YOUR OBJECTIVE: Using the records provided below, locate and copy each line that contains the word "places".
Segment Open
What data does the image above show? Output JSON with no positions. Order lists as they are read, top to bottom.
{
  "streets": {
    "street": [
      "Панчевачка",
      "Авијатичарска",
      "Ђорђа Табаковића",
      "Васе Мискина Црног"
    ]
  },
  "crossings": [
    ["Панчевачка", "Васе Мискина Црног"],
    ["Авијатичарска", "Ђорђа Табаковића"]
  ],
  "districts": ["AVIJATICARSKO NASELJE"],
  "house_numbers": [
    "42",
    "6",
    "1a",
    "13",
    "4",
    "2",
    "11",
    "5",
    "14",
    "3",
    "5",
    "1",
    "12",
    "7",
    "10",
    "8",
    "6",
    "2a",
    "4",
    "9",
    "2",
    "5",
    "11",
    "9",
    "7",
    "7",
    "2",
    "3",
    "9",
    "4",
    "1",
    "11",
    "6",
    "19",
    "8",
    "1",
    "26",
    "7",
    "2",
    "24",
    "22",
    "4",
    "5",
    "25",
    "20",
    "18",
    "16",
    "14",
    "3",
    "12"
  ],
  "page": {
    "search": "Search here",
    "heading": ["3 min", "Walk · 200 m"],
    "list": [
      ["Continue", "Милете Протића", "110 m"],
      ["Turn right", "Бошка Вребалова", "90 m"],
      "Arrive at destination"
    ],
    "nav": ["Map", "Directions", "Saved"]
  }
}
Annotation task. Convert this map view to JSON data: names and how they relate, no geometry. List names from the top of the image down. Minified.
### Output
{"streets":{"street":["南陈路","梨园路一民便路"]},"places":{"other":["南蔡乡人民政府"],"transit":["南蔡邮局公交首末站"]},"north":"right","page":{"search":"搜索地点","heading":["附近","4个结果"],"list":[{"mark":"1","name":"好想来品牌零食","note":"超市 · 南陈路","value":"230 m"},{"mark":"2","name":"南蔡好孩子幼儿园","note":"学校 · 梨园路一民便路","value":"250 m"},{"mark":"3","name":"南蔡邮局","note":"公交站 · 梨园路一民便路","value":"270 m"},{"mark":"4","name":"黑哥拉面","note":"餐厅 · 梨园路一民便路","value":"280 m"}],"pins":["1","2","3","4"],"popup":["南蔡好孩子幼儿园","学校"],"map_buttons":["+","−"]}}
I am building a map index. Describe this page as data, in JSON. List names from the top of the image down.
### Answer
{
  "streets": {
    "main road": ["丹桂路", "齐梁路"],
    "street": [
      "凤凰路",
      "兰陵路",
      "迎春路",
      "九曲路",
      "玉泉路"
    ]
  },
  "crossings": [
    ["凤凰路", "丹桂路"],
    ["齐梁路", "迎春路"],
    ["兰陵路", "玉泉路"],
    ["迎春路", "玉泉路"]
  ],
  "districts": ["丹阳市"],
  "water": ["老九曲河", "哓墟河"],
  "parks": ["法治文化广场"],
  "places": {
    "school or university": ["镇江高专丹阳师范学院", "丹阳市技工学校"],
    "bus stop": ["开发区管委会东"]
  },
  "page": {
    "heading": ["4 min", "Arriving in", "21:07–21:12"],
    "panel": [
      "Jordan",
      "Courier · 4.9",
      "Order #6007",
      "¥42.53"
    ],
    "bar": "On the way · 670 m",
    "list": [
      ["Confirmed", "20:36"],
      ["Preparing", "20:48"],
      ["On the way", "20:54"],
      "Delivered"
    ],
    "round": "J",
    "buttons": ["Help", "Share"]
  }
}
Segment Closed
WRITTEN ANSWER:
{"streets":{"street":["南陈路","梨园路一民便路"]},"places":{"other":["南蔡乡人民政府"],"transit":["南蔡邮局公交首末站"]},"north":"right","page":{"search":"搜索地点","heading":["附近","4个结果"],"list":[{"mark":"1","name":"好想来品牌零食","note":"超市 · 南陈路","value":"230 m"},{"mark":"2","name":"南蔡好孩子幼儿园","note":"学校 · 梨园路一民便路","value":"250 m"},{"mark":"3","name":"南蔡邮局","note":"公交站 · 梨园路一民便路","value":"270 m"},{"mark":"4","name":"黑哥拉面","note":"餐厅 · 梨园路一民便路","value":"280 m"}],"pins":["1","2","3","4"],"popup":["南蔡好孩子幼儿园","学校"],"map_buttons":["+","−"]}}
  "places": {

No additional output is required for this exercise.